Does your FD-to-EF adapter have a glass element? If so, then yes, you can do it, but the results will be fairly poor, IMO.

If your FD-to-EF adapter doesn't have a glass element, then your proposed combination will cause you to not be able to focus to infinity. This is because the flange focal distance of the FD mount is 42 mm is less than the flange distance of the EF mount's 44 mm. Any FD-to-EF adapter that doesn't have corrective optics is already 2 mm too much, in addition to the thickness of the adapter itself.

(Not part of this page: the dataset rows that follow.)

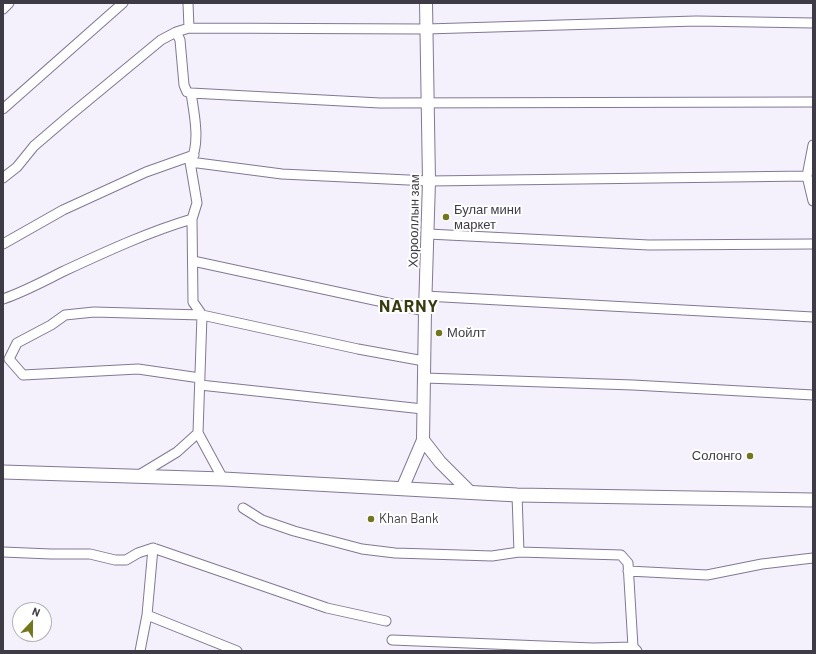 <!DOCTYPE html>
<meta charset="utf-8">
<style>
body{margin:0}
#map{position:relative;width:816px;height:654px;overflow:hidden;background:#f4f0fc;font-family:Barlow,sans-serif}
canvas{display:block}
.frame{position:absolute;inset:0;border:4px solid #3f3b46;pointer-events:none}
.north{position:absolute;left:12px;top:602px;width:40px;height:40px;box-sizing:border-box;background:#fff;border:1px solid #b2b1b5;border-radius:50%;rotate:22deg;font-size:11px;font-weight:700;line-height:16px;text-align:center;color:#3f3b46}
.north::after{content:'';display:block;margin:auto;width:14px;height:18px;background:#72771f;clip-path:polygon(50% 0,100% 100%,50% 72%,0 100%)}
</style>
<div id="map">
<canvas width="816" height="654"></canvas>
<div class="frame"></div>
<div class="north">N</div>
</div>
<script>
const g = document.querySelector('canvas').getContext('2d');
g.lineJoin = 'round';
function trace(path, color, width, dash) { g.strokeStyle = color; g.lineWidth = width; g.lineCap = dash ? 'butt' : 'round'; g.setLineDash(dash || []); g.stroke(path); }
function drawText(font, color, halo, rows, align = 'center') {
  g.font = font + ' Barlow,sans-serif'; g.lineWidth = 4; g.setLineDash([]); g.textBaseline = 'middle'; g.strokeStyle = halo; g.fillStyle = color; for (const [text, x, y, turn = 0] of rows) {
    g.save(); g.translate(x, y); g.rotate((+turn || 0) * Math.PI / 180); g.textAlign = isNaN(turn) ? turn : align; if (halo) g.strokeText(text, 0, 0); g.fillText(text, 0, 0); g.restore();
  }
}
const minor = new Path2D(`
 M188,3L189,28
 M3,9L9,3
 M176,32L180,40L184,85L187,92L191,93C194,113 201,144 190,162L197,203L192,219L193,302L202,315L198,433L223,479
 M191,93L380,103L813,102
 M3,109L123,3
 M813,145L807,176L813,201
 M190,162L282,174L429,181L807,176
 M3,178L17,167L34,146L69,116L161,40L176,32L189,28L426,29L696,21L813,23
 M428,234L649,245L813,244
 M3,244L63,210L146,172L194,155
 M193,261L425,311
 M425,296L813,317
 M3,299C24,292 44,281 64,271C105,252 148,232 192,219
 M9,359L17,343L51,325L65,315L94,312L202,315L358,349L424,361
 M9,359L23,375L138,369L200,378
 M424,378L633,385L813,395
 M200,385L423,409
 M139,475L177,452L198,433
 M517,495L519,552L621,555L628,563L633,647L637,651
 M243,508L262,520L294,531L362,549L395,553L492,556L519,552
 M3,552L51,554H90L115,560H126L138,553L153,548L327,608L386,621
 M628,571L707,575L762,564L813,558
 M147,615L237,651
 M392,640L593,648L633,647
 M140,651L147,615L153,548`);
const tertiary = new Path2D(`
 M423,440L440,462L469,491
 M402,489L423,440L425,311L429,181L426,3`);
const secondary = new Path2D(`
 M3,472L223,479L517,495L813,500`);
const markers = [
 [446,217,4,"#72771f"],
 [439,333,4,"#72771f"],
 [750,456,4,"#72771f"],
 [371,519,4,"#72771f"]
];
const poiNames = [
 ["Булаг мини",454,210],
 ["маркет",454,225],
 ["Мойлт",447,333],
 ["Солонго",742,456,"right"],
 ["Khan Bank",379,519]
];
const streetNames = [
 ["Хорооллын зам",414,221,-89]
];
const districtNames = [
 ["NARNY",409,306]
];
trace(minor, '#827893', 11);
trace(tertiary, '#827893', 14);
trace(secondary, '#827893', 15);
trace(minor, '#fff', 9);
trace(tertiary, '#fff', 12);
trace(secondary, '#fff', 13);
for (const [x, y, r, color] of markers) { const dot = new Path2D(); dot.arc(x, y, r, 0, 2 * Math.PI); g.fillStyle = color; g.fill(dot); trace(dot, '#fff', 1.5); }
drawText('13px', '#3f3b46', '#fff', poiNames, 'left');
drawText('13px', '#3f3b46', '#fff', streetNames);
g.letterSpacing = '1px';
drawText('bold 17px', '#383b12', '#fff', districtNames);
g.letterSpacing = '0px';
</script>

But as I said, if the FD-to-EF adapter does have a corrective optical element, then the back-focus and flange focal distances will all be correct. But the corrective element (which usually isn't as high quality as the elements in even most cheap lenses by today's standards), in addition to the optical element in the speedbooster, means you're just stacking a bunch of less-than-highly optimized optical elements together. It will work, and generate images that might be fun to say you've done it, but you'd be much better off just getting a FD-to-EOSM adapter to begin with.


You probably can do it, but stacking adapters increases the possibility of manufacturing inaccuracy causing focus issues (either focusing past infinity, if the adapter combination's too thin, or not focusing to infinity if the combination's too thick.

The main thing to keep in mind, however, is that you will lose all the electronic communication with a speedbooster. The FD/FL mount doesn't have the electronic communication the EF mount does (EF stands for electronic focus, btw), and any FD → EOS adapter won't be able to pass-through electronic communication signals. You'll be limited to manual focus, and manual aperture (i.e., you have to use the aperture ring on the lens). There won't be lens EXIF information, and you'll have to do stop-down metering. And without camera control of the aperture, you're limited to only the M and Av shooting modes.

  • FD lenses are manual focus lenses without any electronics, so there isn't anything "lost" by using an adapter. – xiota Dec 21 '18 at 7:44
  • @xiota, lost vs. EF -> EF-M adapting, which is what the OP is starting with. – inkista Dec 21 '18 at 21:24

The only way to know what will happen is to try it. However, you will likely obtain much better results with a plain FD-to-EOS-M adapter or an FD-to-EOS-M focal reducer.

  • For an FD-EF adapter without optics: My experience with a generic focal reducer (not Speedbooster) is that it can correct for small focus misalignments. However, the difference in flange focal distance + adapter thickness is likely far beyond what the speedbooster could correct. You would still be able to use the lens for close-up work.

  • For an FD-EF adapter with corrective optics: The corrective optics often behave like a 1.4x teleconverter. The focal reducer will basically cancel this out so that the final focal length will be what you started with (1.4 * 0.72 = 1.01), so you might as well use a plain FD-to-EOS-M adapter.

As far as image quality is concerned, adding glass does not necessarily decrease image quality. Otherwise, you would obtain optimal image quality with a 0-element lens, in the absurd case. Speedboosters have been reported to improve some aspects of image quality.